On Monday afternoon, USC’s athletic department released, on its website, the incredible story Shaw spun for them (that web page no longer exists). A tale of how on Saturday evening, just hours after being voted a Trojan team captain, Shaw had been attending a family function in Palmdale, about an hour north of Los Angeles. How, from his vantage point on a second-floor balcony, he spotted his seven year-old nephew, Carter, who cannot swim, struggling in the pool. How, according to Shaw, he then leaped from the balcony to rescue him.

“I would do it again for whatever kid it was, it did not have to be my nephew,” said Shaw, who so badly sprained his ankles in the alleged rescue that he had to hoist himself out of the pool using just his arms.

“That was a heroic act by Josh, putting his personal safety aside,” said first-year USC coach Steve Sarkisian. “But that’s the kind of person he is.”

Or is it? Within hours of USC’s gushing news release, Heritage Hall, the home base of USC athletics, was fielding calls from people who said Shaw’s story did not hold water. There were reports of an incident at the Orsini Apartment Complex near USC’s campus around 10 p.m. on Saturday night and of police responding to a complaint. By Wednesday afternoon, USC was issuing another statement, this one declaring that Shaw’s story was “a complete fabrication” and that the school was suspending him from football activities indefinitely.
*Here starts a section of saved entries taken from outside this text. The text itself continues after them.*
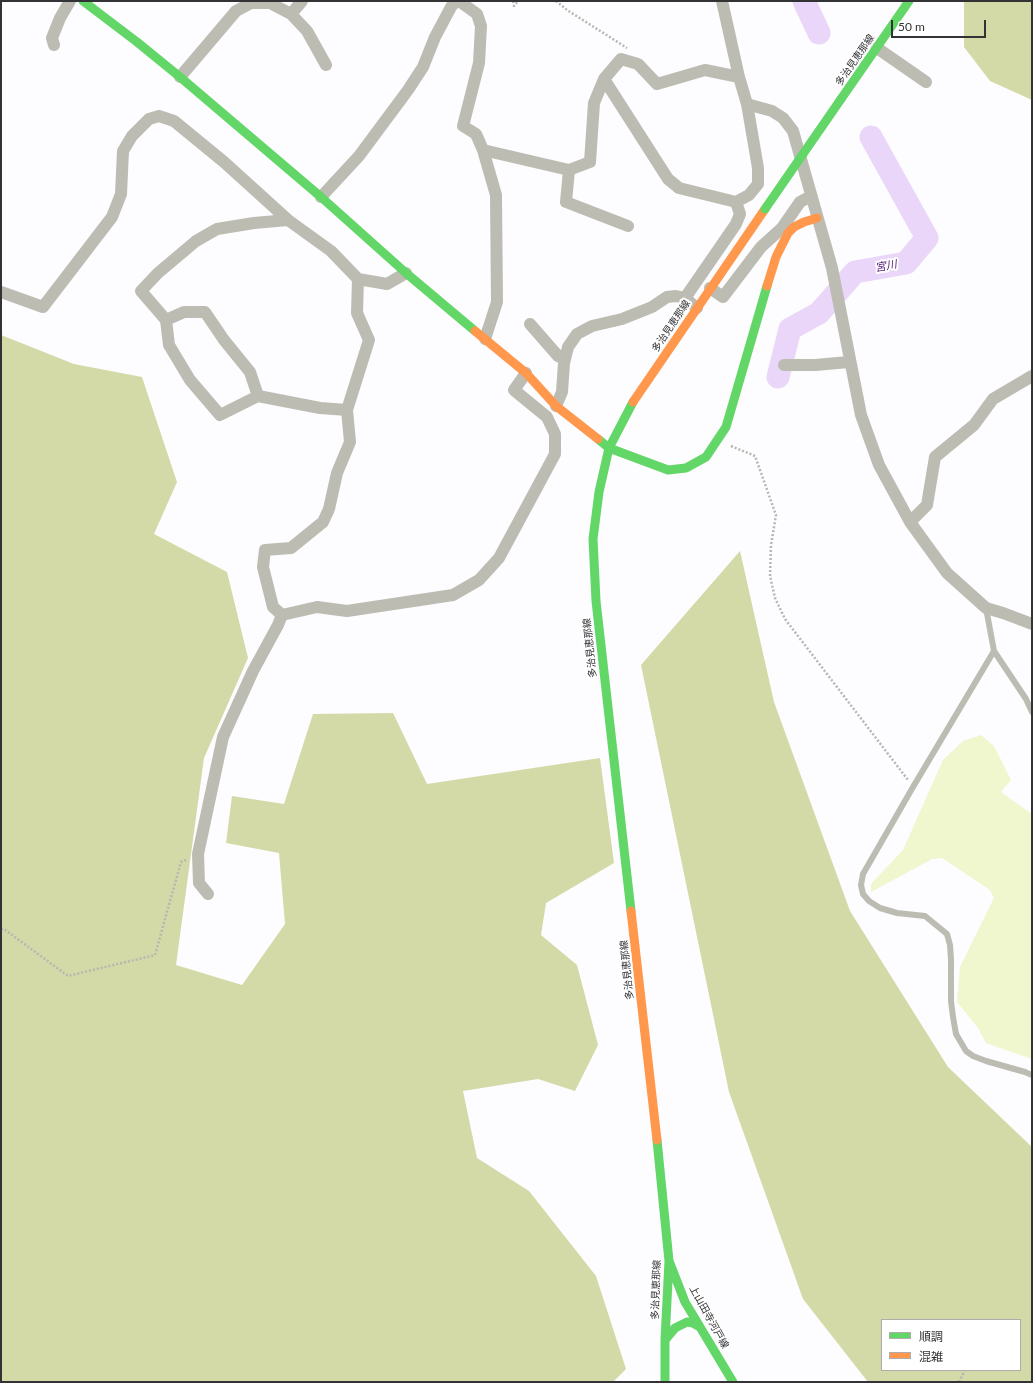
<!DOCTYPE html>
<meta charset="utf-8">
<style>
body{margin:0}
#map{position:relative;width:1033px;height:1383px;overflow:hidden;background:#fdfcfe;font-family:Lato,"Noto Sans JP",sans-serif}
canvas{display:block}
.frame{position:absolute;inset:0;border:2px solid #333235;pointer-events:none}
.legend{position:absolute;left:881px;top:1319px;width:140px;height:52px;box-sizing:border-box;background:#fff;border:1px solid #adadae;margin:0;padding:5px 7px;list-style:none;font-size:12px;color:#333235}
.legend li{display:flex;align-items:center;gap:8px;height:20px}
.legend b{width:20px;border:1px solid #adadae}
.scale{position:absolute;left:891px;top:20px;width:95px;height:18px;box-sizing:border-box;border:2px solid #333235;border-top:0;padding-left:5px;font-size:12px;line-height:14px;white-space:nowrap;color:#333235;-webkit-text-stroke:3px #fff;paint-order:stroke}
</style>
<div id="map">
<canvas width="1033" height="1383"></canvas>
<div class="frame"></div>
<ul class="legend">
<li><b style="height:5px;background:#63d668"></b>順調</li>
<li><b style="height:5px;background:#ff974d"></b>混雑</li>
</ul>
<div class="scale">50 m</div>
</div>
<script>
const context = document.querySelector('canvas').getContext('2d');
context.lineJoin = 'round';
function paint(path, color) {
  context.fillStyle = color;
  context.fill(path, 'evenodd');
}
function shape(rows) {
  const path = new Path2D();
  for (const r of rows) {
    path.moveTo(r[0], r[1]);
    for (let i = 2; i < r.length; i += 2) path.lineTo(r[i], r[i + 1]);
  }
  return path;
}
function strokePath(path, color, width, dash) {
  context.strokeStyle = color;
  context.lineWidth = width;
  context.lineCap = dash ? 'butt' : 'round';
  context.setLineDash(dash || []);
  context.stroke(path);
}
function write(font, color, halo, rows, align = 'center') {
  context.font = font + ' Lato,"Noto Sans JP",sans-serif';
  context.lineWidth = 4;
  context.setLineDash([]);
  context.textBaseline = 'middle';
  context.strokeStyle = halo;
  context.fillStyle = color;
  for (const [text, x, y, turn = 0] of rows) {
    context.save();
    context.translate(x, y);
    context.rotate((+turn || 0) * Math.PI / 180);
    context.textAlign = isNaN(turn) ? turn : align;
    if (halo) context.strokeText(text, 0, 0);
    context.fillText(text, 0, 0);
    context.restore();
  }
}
paint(shape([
 [981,735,994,746,1011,780,1001,792,1032,814,1032,1059,986,1043,978,1028,957,1002,960,967,994,898,990,890,942,858,932,859,871,892,871,884,903,850,943,760,963,741]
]), '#f0f6ce');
paint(shape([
 [964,1,1032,1,1032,100,990,81,964,47],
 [1,335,74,364,142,377,177,482,154,534,227,572,248,658,204,758,176,965,242,985,285,924,279,853,226,843,232,796,284,804,313,714,393,713,427,784,600,758,614,863,546,903,541,935,577,965,598,1045,575,1091,538,1079,463,1091,477,1158,529,1191,596,1276,626,1369,613,1382,1,1382],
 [740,551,774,702,850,911,948,1067,1032,1147,1032,1382,868,1382,803,1299,729,1092,641,665],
 [882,1320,1020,1320,1020,1370,882,1370]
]), '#d4daa7');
strokePath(shape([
 [804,1,819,33],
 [778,377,790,329,819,313,855,272,906,263,927,238,871,137]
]), '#e9d6f8', 23);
strokePath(shape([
 [513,1,514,6,518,1],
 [556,1,567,10,627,48],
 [731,446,755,456,776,515,771,545,770,576,775,598,785,619,908,780],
 [1,929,4,929,68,976,155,955,181,862,186,860],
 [959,1382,965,1370]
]), '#b6b7b1', 2.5, [2, 2]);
strokePath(shape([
 [986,608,994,651,1026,699,1032,712],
 [994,651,913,787,863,874,861,885,863,894,869,901,880,908,897,913,925,916,947,934,950,945,951,960,951,1001,953,1017,956,1034,966,1051,973,1056,986,1061,1025,1072,1032,1075]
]), '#bcbcb3', 6);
strokePath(shape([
 [459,1,477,14,481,26,479,63,463,126,476,134,483,150,569,170,590,162,594,103,604,79,621,59,638,64,657,84,705,70,739,77],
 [722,1,739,77,747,104,772,111,783,118,793,131,832,268,861,415,879,465,910,522,947,573,986,608,1003,613,1032,624],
 [291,14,302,1],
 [54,45,52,38,60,18,70,1],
 [877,48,926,82],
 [180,77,236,11,251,3,270,3,291,14,307,31,326,65],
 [604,79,668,179,679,188,736,202,749,195,758,184,758,168,747,104],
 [483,150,496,195,497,302,485,339],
 [569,170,566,202,628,226],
 [321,197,359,156,408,90,423,67,435,37,451,7,456,1],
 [288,220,254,223,217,229,196,241,158,273,141,291,166,320,184,312,205,312,224,340,250,372,258,396,320,408,347,410],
 [710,288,723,297,761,247,782,228,800,202,811,196],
 [1,292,43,307,112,217,121,194,123,151,132,136,149,119,159,116,174,121,224,162,288,220,331,251,358,279,387,284,406,273],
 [685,298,736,224,740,214,736,202],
 [166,320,169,345,190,380,220,415,258,396],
 [530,324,558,356,565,359],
 [784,365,815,365,849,362],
 [556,406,562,392,564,363,568,347,577,334,592,326,622,319,652,307,667,297,676,296,685,298,697,308],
 [910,522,927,505,935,457,974,425,993,399,1032,376],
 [282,615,317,607,347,611,453,595,479,580,499,558,555,454,555,434,547,417,514,390,526,373],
 [282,615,273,607,263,567,265,550,291,548,323,522,329,509,337,473,350,442,347,410,369,340,357,313,358,279],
 [208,894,199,883,198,854,223,737,253,671,278,625,282,615]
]), '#bcbcb3', 12);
strokePath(shape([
 [83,1,137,42,180,77,321,197,406,273,475,331],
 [841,99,909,1],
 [598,439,609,448,668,470,686,468,706,457,726,427,767,286],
 [631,911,596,601,593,539,599,492,609,448,633,402],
 [657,1140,669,1261,665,1340,665,1382],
 [669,1261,685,1302,733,1382],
 [665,1340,675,1328,687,1322,693,1323,700,1327]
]), '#63d668', 9);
strokePath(shape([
 [767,286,776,257,788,233,794,227,804,222,817,218],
 [475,331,526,373,556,406,598,439],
 [633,402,765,209],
 [631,911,657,1140]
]), '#ff974d', 9);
strokePath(shape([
 [765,209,841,99]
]), '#63d668', 9);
write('10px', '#333235', '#fff', [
 ["多治見恵那線",855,60,-55],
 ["多治見恵那線",671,326,-56],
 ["多治見恵那線",590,648,-96],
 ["多治見恵那線",627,970,-96],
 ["多治見恵那線",656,1290,-88],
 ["上山田寺河戸線",709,1317,61]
]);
write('italic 11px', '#4e0f6e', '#fff', [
 ["宮川",886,266,-10]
]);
</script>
Why would Shaw behave  so (apparently) out of character? A Southern California native who originally signed with the University of Florida, Shaw spent the first two seasons of his college career in Gainesville. He left the Gators and transferred to a school closer to home only after his grandfather’s health declined and his own father was in need of reconstructive knee surgery while working two jobs to support the family.

“(My dad’s) helping out with my grandparents’ house and his own house, so if he can’t work, it really affects the family,” Shaw told Rivals.com in 2012. “It means we could end up losing our house. So I had to come home and help out with the family business in the meantime.”

Since returning home, Shaw had been a godsend not only to his family but also to a Trojan roster thinned by NCAA sanctions. Due to penalties dating back to an investigation involving Heisman Trophy winner Reggie Bush, USC had to forfeit 30 scholarships over a three-year period, 2012-2014. Shaw has been a two-year starter in the defensive secondary, amassing six interceptions and drawing notice from  NFL scouts.

He also spent five days on a humanitarian mission to Haiti, helping to build houses. Last May, Shaw, upon earning his undergraduate degree, delivered a speech at USC’s student-athlete commencement. Athletic director Pat Haden, a former Trojan quarterback and Rhodes Scholar, referred to him as a “wonderful, wonderful kid.”

He seemed to be just that. Until last weekend.

Shaw’s attorney has confirmed that his client did “fall off a balcony” at the Orsini Apartments, located a 10-minute drive northeast of the USC campus, but has divulged no further details. Etra also insisted that “nothing criminal happened,” even though police were called to the apartments last Saturday night to investigate a report of a woman screaming.

As for that police report, when police arrived shortly after 10:30 p.m. they were directed to an apartment, but found no one home. The police made entry, where they noticed a back window had been pried open. Witnesses described a black man with dreadlocks exiting the apartment via the balcony. When police later made contact with the resident of the apartment and described the possible intruder, she replied, “That sounds like my boyfriend, Josh Shaw.”

For now, there are only questions. Why would Shaw create such a ludicrous tale (his older sister, Asia, the mother of his nephew, even corroborated it)? Is there anything more to the fact that police investigated an incident at the Orsini apartments and we now know Shaw was there on Saturday night? Was it Shaw’s girlfriend who screamed and if so, why? And what will Sarkisian, who in the past three days has had his team captain lie to his face and another player, Anthony Brown, quit the team while denouncing him as a “racist,” do with Shaw?

Heroes and villains abound in college football. Rarely, though, does one person so embody both roles in so short a time-span.